(Dataset entries)
====

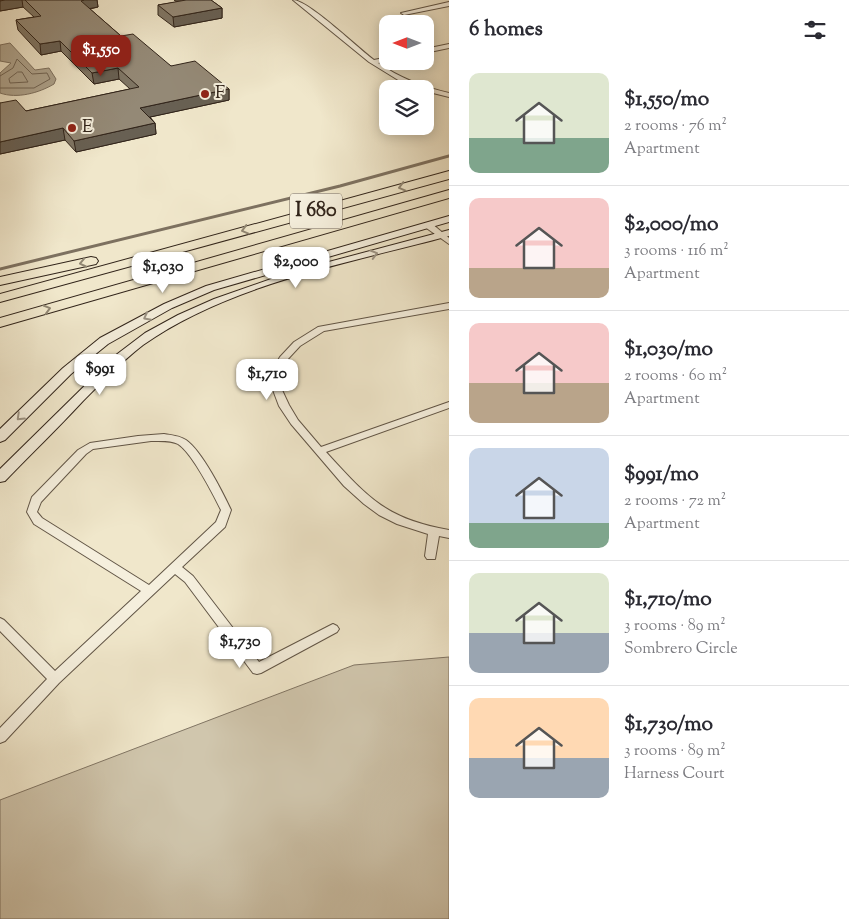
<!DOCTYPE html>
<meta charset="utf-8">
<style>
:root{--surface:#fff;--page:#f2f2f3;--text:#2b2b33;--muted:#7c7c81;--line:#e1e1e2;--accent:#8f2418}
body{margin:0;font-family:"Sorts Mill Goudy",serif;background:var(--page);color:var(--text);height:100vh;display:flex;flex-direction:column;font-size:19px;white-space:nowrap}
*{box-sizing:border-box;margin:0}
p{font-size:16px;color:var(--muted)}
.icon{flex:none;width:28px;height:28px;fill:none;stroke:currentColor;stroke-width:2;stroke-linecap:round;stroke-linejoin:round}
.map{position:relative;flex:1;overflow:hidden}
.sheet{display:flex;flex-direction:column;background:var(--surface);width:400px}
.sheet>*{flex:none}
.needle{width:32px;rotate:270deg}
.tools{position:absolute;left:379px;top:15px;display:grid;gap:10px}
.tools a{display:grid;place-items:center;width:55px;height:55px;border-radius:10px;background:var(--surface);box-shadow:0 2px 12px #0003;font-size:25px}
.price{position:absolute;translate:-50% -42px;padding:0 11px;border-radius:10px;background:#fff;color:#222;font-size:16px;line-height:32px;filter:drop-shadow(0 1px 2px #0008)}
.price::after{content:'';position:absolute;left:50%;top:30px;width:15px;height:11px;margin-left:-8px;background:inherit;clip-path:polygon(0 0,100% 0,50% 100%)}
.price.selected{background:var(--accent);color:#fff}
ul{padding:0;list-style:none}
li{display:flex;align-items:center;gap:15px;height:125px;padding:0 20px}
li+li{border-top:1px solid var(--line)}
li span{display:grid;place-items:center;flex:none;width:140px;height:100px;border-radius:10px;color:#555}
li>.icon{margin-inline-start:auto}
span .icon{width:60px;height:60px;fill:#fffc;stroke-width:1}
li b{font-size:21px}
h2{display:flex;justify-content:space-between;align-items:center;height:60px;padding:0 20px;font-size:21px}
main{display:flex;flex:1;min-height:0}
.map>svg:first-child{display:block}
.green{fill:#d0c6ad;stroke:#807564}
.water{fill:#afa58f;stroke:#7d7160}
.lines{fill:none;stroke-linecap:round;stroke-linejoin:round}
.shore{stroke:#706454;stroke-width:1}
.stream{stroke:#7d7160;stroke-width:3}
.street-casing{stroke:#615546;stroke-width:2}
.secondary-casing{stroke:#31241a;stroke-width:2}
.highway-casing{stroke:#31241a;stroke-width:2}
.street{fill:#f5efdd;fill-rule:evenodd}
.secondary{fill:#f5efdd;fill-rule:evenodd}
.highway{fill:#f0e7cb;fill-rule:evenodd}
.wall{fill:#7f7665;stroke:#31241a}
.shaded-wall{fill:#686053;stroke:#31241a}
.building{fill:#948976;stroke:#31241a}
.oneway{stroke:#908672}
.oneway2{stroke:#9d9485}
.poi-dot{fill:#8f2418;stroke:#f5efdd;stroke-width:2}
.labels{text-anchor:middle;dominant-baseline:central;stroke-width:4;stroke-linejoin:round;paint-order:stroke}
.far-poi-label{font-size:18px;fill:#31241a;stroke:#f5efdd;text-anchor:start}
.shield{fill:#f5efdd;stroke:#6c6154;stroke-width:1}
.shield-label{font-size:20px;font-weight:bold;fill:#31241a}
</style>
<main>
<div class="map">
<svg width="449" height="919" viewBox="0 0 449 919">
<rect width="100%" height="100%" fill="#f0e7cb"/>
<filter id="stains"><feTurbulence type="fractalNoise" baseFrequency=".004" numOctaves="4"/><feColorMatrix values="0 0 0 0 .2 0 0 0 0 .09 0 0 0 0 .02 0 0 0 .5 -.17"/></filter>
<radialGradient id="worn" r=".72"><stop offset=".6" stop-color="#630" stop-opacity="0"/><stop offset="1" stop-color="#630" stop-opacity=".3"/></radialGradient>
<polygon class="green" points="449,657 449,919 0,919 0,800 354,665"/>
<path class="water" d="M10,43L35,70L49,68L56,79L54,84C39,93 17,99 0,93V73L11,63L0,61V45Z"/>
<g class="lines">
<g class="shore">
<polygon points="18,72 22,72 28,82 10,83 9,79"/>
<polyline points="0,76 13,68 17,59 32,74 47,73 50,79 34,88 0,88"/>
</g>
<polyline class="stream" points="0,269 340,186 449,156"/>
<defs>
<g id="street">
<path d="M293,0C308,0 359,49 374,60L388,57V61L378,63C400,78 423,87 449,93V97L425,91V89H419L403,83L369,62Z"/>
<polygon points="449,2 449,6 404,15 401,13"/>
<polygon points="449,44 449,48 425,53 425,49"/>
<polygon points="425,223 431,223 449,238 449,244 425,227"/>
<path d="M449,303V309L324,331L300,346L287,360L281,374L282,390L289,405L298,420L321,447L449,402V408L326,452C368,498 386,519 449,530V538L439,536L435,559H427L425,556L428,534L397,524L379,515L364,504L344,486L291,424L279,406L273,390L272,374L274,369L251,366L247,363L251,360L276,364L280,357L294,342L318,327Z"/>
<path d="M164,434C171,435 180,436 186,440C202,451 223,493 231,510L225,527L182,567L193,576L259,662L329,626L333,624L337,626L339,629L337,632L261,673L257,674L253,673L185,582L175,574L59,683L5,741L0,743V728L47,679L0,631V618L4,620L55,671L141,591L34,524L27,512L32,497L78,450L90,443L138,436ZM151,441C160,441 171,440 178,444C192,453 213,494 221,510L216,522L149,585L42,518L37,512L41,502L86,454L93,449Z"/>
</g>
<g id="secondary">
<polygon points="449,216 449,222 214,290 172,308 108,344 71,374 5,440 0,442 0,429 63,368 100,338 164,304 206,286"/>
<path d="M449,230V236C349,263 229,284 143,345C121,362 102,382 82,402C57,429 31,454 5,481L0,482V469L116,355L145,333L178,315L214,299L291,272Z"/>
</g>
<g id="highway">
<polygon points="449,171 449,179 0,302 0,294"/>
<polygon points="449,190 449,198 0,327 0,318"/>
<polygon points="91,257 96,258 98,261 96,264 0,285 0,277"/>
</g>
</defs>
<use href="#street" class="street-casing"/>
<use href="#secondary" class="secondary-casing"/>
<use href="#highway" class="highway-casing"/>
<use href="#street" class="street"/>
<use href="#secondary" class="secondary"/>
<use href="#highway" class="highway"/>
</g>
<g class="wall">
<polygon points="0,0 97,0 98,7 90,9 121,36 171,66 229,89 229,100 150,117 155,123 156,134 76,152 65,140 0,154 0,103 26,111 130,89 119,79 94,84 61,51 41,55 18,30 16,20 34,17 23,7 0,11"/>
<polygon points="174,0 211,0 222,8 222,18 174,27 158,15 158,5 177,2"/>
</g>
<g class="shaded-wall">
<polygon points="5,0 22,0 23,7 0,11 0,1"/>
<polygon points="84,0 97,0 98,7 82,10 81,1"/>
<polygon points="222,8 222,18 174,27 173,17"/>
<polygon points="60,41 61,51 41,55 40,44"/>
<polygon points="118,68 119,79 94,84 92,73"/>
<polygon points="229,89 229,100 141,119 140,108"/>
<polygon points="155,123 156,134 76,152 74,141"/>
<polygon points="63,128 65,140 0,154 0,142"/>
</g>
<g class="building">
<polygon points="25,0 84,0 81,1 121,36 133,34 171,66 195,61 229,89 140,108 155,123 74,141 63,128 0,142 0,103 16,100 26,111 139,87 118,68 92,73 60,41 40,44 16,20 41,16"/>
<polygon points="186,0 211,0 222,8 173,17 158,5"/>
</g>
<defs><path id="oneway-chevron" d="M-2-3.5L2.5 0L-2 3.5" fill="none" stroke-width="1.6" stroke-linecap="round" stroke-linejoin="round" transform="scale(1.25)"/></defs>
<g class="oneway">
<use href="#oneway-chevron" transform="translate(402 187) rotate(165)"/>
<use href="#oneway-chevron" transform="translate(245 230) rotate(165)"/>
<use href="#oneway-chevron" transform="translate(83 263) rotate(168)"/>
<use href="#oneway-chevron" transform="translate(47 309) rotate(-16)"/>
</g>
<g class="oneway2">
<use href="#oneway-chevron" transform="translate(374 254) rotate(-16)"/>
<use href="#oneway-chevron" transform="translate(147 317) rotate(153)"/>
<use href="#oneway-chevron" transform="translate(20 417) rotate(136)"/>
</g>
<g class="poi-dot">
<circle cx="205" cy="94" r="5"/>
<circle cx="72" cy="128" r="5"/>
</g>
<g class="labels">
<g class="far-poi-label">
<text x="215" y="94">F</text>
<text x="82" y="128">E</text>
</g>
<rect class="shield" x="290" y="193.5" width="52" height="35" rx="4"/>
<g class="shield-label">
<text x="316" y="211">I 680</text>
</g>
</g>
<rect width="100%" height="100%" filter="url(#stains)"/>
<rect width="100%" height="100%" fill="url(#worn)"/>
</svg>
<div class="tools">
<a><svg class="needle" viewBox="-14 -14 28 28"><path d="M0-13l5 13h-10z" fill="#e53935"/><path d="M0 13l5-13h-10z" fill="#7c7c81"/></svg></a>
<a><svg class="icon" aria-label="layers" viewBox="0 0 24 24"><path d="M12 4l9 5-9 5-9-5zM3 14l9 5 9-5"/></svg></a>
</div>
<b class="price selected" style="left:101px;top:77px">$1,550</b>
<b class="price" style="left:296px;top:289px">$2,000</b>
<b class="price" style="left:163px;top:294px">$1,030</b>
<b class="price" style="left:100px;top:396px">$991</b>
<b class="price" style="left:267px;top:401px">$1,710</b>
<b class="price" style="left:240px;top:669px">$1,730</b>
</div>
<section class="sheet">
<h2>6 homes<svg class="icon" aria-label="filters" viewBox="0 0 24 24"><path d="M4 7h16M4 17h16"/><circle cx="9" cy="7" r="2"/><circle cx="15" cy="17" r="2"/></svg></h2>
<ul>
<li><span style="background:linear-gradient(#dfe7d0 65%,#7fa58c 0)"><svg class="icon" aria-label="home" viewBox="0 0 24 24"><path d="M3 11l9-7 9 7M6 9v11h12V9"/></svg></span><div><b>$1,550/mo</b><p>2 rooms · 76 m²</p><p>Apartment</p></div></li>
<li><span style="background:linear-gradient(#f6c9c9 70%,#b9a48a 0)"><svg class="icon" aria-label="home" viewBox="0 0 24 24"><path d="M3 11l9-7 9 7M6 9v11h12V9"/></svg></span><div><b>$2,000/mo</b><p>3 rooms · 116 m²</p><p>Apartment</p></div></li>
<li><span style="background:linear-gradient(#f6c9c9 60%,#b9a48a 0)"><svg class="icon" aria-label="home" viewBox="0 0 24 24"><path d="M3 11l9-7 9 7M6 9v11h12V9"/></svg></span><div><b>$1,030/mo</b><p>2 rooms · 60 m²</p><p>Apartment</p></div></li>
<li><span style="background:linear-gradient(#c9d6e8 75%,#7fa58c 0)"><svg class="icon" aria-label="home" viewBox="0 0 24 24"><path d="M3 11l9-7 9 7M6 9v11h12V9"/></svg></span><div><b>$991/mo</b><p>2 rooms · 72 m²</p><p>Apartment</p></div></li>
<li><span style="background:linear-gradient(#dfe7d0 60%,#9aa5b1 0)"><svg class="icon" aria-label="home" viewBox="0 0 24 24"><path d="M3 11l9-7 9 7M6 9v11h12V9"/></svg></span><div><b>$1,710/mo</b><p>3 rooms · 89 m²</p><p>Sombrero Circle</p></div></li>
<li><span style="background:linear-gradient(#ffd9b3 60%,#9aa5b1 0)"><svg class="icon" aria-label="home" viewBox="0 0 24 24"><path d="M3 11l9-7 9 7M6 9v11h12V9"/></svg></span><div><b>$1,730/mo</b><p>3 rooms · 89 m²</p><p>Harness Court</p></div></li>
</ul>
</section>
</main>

====

▸ **Task details**:
All lines in the data that contain the word "direction" should be copied.

▸ **Exercise result**:
body{margin:0;font-family:"Sorts Mill Goudy",serif;background:var(--page);color:var(--text);height:100vh;display:flex;flex-direction:column;font-size:19px;white-space:nowrap}
.sheet{display:flex;flex-direction:column;background:var(--surface);width:400px}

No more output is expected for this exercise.